= Activity =
Images are not part of the copy; write out the rest of the data exactly as given.

= Collected data =
● ● ●
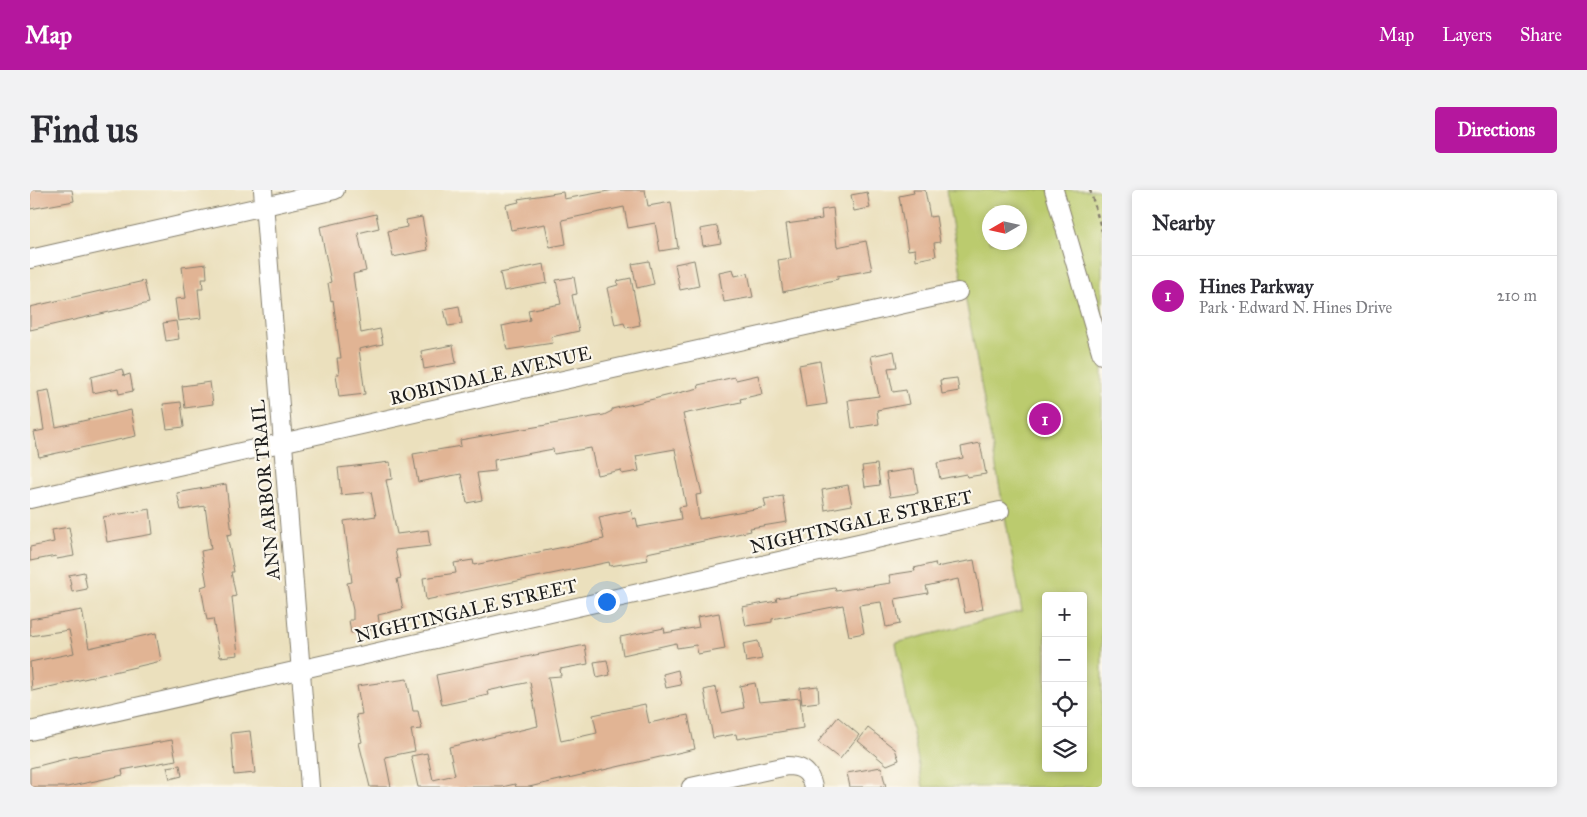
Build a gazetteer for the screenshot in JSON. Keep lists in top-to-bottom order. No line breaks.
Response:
{"streets":{"street":["ROBINDALE AVENUE","ANN ARBOR TRAIL","NIGHTINGALE STREET"]},"crossings":[["ROBINDALE AVENUE","ANN ARBOR TRAIL"],["ANN ARBOR TRAIL","NIGHTINGALE STREET"]],"north":"left","page":{"header":"Map","nav":["Map","Layers","Share"],"buttons":"Directions","title":"Find us","heading":"Nearby","list":[{"mark":"1","name":"Hines Parkway","note":"Park · Edward N. Hines Drive","value":"210 m"}],"pins":"1","map_buttons":["+","−"]}}
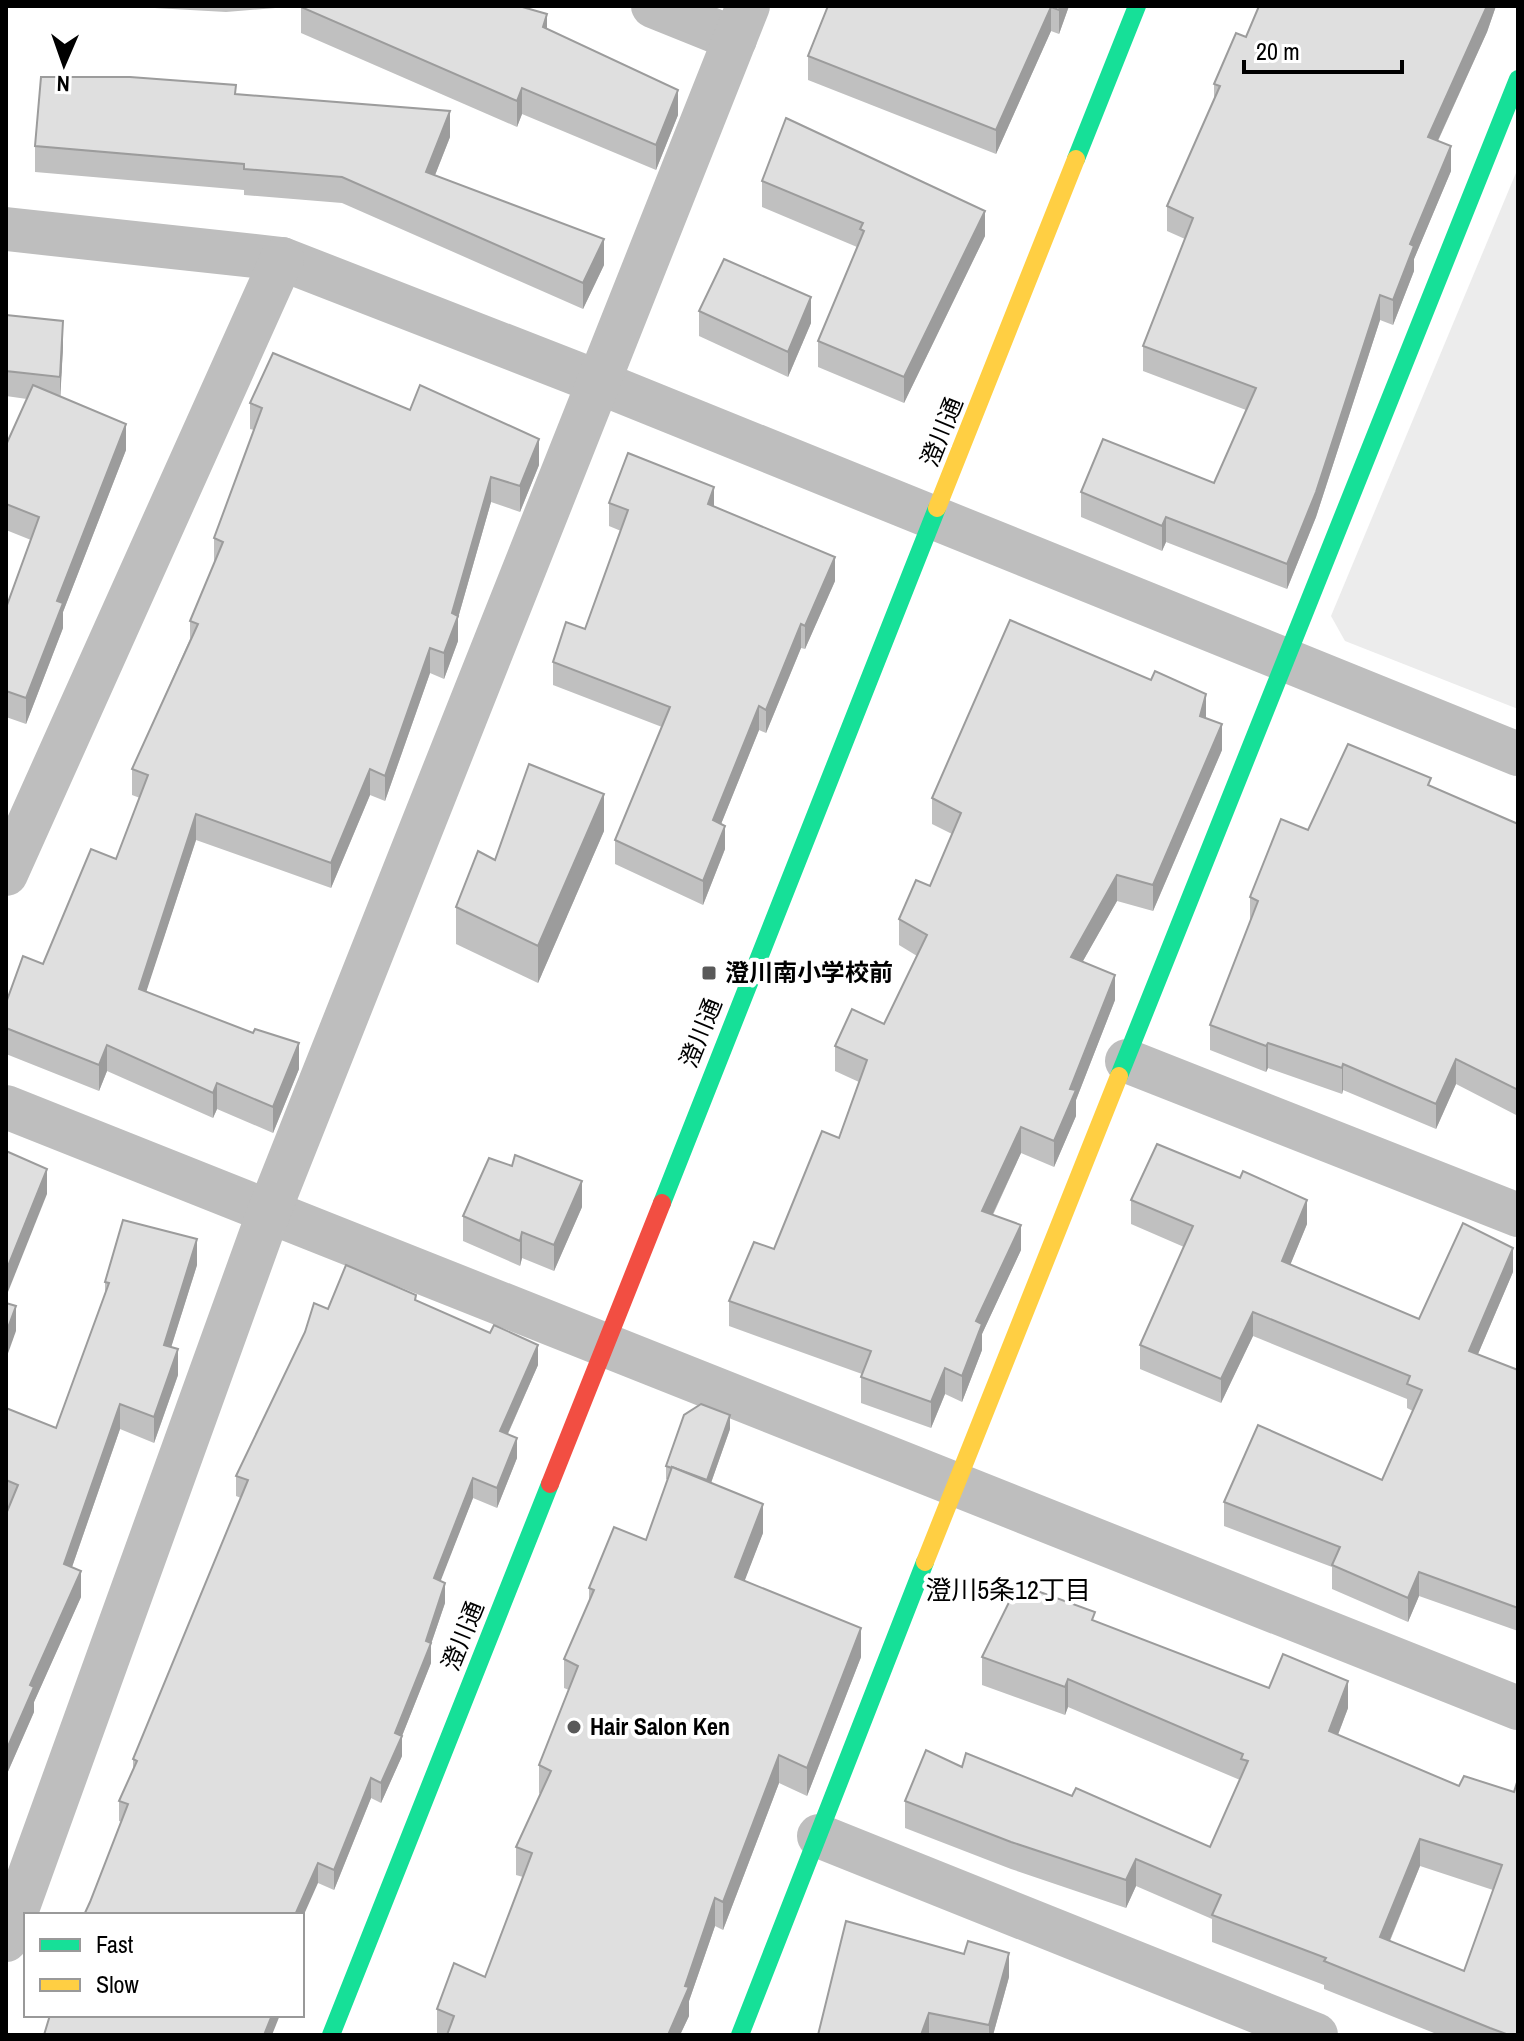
● ● ●
= Response =
Build a gazetteer for the screenshot in JSON. Keep lists in top-to-bottom order. No line breaks.
Response:
{"streets":{"street":["ROBINDALE AVENUE","ANN ARBOR TRAIL","NIGHTINGALE STREET"]},"crossings":[["ROBINDALE AVENUE","ANN ARBOR TRAIL"],["ANN ARBOR TRAIL","NIGHTINGALE STREET"]],"north":"left","page":{"header":"Map","nav":["Map","Layers","Share"],"buttons":"Directions","title":"Find us","heading":"Nearby","list":[{"mark":"1","name":"Hines Parkway","note":"Park · Edward N. Hines Drive","value":"210 m"}],"pins":"1","map_buttons":["+","−"]}}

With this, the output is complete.